(Recorded data)

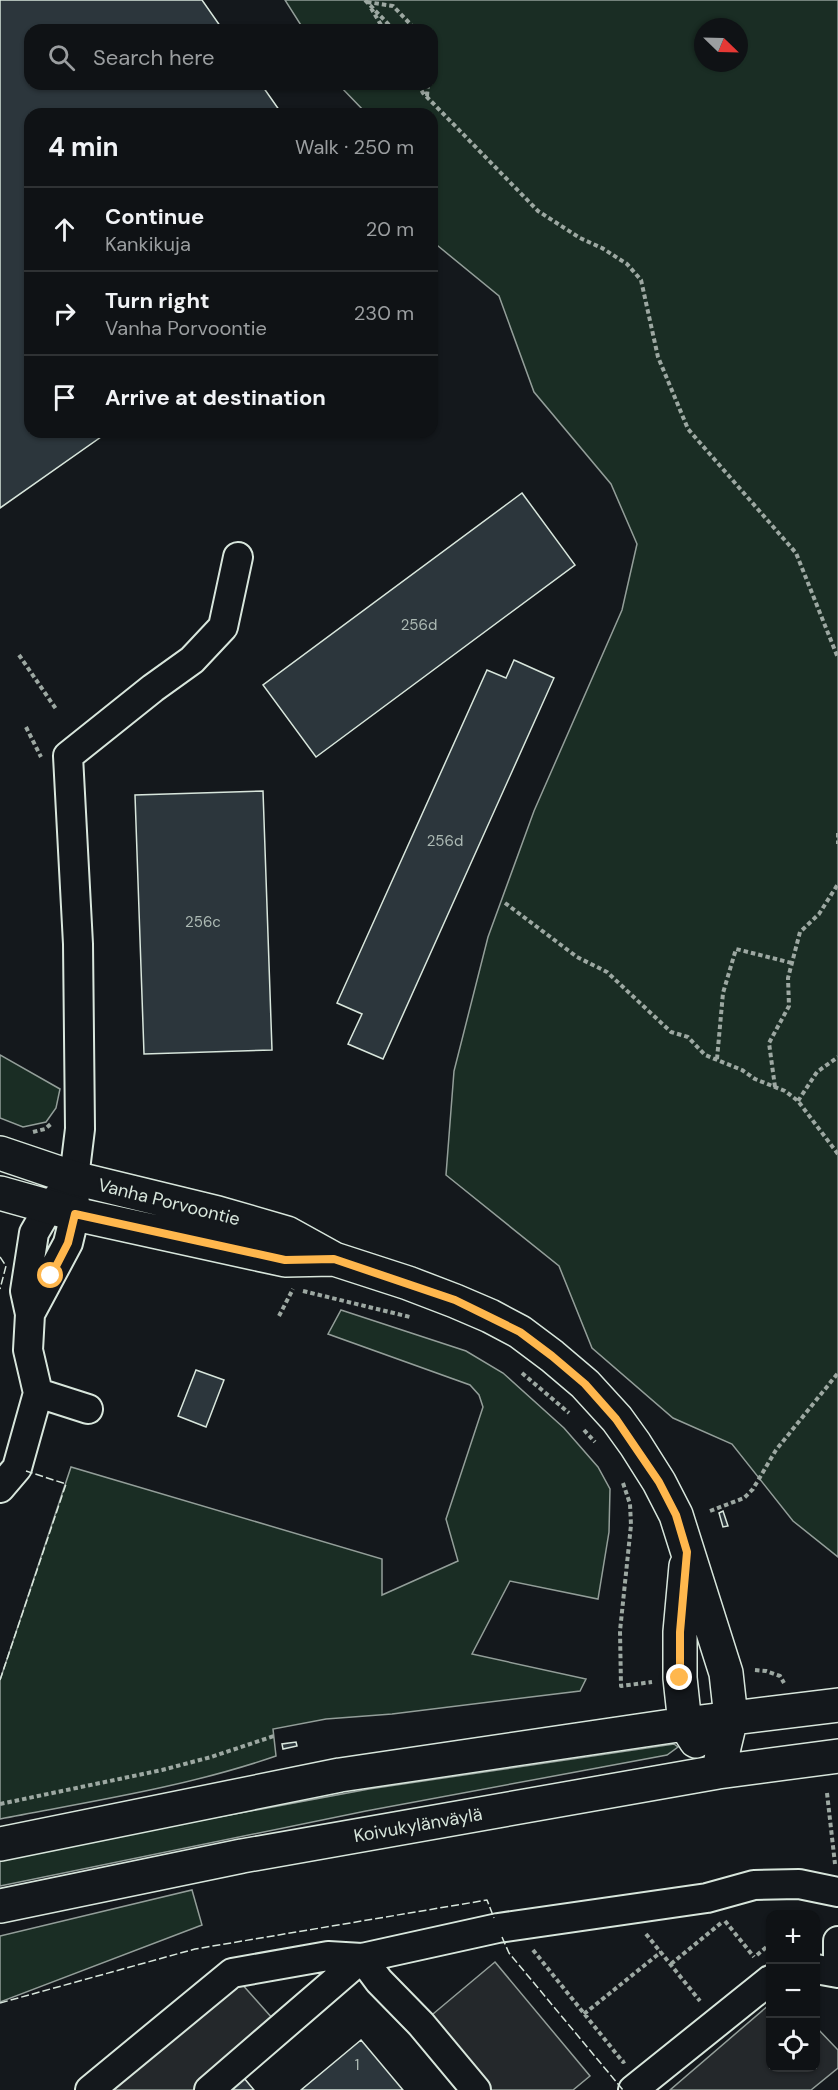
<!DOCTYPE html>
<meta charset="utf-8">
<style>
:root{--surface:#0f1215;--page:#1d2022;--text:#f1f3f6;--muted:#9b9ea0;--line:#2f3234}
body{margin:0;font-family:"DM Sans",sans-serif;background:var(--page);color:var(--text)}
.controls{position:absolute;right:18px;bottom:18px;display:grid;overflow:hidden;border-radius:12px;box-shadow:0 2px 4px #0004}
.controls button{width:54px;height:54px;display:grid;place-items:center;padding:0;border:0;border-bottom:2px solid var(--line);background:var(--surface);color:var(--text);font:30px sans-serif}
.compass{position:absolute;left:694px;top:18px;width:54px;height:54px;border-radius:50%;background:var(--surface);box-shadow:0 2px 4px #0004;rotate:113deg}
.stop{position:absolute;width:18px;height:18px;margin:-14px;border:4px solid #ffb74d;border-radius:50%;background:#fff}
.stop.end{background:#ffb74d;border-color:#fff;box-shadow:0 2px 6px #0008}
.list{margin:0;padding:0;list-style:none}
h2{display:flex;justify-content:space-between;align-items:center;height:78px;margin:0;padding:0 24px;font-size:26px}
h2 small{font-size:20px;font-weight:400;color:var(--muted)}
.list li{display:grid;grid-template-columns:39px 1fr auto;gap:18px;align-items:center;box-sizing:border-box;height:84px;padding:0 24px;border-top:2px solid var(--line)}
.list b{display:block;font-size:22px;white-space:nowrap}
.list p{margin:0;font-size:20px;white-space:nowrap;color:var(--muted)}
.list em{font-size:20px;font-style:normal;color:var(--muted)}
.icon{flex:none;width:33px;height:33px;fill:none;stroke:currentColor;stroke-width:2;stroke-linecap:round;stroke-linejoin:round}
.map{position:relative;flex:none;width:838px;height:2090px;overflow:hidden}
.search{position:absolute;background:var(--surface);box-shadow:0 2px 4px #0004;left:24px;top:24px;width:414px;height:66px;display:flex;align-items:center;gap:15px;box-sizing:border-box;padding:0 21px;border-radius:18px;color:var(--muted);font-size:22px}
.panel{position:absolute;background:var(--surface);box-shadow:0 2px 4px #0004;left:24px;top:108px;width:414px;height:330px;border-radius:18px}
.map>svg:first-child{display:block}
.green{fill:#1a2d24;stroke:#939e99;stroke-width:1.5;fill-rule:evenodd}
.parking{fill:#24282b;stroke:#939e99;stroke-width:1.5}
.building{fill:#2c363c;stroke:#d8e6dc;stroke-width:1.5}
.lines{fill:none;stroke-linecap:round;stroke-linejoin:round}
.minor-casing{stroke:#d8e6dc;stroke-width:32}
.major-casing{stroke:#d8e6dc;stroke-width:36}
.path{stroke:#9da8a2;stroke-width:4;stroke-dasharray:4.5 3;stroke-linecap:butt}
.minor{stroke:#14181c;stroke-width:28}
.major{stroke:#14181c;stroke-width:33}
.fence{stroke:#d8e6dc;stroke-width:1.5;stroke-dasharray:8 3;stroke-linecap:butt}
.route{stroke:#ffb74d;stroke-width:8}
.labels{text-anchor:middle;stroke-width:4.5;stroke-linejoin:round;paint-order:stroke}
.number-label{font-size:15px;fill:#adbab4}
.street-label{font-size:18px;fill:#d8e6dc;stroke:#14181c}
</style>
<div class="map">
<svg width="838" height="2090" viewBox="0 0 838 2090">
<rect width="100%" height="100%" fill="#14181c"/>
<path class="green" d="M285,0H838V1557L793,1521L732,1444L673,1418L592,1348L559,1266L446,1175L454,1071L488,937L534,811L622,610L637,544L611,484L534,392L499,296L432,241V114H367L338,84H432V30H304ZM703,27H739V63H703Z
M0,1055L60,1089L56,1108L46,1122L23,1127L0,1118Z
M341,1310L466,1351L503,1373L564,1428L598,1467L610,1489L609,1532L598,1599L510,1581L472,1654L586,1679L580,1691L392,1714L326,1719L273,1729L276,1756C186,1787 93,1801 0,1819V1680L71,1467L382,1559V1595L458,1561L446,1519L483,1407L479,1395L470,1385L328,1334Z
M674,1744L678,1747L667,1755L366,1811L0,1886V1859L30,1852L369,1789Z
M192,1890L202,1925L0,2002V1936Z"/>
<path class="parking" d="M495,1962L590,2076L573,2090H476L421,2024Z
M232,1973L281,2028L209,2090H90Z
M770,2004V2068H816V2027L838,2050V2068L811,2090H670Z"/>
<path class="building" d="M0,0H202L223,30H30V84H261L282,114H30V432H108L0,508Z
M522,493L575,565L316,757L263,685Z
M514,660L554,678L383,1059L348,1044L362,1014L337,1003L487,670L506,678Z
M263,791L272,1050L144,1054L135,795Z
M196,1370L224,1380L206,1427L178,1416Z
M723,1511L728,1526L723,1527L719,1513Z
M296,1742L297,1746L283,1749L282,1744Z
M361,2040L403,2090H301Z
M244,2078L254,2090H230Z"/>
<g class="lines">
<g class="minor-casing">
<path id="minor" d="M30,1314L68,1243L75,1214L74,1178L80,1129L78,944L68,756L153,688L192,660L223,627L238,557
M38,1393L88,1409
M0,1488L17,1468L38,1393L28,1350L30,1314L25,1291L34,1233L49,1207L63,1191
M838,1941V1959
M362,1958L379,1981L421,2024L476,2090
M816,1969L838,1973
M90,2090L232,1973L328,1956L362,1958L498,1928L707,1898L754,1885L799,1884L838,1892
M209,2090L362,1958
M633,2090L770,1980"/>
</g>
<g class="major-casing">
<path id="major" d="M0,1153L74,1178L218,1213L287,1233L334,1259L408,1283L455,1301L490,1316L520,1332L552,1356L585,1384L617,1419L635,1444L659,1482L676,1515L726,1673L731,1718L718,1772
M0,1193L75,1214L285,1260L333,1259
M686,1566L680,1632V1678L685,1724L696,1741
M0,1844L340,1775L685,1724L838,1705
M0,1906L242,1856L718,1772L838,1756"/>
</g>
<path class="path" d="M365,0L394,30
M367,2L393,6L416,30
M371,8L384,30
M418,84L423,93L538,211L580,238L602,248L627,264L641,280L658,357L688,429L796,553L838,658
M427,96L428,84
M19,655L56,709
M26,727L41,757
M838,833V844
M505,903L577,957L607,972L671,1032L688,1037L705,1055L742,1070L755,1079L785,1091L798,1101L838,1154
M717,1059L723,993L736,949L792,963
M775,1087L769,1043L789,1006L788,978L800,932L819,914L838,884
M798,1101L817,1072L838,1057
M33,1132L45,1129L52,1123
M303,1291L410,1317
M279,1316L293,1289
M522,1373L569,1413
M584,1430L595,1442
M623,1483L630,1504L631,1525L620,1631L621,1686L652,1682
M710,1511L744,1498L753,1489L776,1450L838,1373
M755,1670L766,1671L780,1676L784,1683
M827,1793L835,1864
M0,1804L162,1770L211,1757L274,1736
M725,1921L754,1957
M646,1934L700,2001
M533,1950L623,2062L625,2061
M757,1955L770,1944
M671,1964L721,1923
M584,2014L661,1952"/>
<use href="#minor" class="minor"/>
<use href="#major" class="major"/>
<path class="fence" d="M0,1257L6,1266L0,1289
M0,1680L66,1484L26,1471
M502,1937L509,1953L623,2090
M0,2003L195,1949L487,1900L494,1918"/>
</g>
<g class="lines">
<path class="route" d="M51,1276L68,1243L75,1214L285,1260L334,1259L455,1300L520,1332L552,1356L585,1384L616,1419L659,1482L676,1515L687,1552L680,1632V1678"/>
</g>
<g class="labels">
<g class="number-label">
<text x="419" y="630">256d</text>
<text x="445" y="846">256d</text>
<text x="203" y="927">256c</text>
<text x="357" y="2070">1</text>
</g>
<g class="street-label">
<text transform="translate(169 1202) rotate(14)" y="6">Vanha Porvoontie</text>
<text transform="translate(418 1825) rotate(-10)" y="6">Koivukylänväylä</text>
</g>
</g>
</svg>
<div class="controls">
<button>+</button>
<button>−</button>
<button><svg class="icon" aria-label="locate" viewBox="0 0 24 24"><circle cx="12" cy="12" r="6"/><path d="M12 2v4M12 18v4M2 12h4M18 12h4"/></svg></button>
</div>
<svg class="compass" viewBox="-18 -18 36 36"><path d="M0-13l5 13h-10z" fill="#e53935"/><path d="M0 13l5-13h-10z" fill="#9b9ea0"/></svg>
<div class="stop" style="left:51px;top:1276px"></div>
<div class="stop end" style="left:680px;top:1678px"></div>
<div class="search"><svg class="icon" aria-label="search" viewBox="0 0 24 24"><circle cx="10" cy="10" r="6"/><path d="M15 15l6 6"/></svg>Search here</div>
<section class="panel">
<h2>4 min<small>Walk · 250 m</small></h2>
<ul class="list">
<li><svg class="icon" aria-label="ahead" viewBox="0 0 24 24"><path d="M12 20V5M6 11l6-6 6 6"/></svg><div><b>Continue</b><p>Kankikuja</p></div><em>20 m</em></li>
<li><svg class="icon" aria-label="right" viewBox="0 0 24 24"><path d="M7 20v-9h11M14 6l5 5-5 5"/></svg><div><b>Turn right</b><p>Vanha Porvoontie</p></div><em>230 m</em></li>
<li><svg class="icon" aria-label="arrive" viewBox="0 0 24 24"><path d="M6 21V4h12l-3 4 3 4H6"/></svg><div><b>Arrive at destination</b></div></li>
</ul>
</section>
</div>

(End Recorded data)

Say only the number of lines of the data above in which the string "small" occurs.

=== Task result ===
2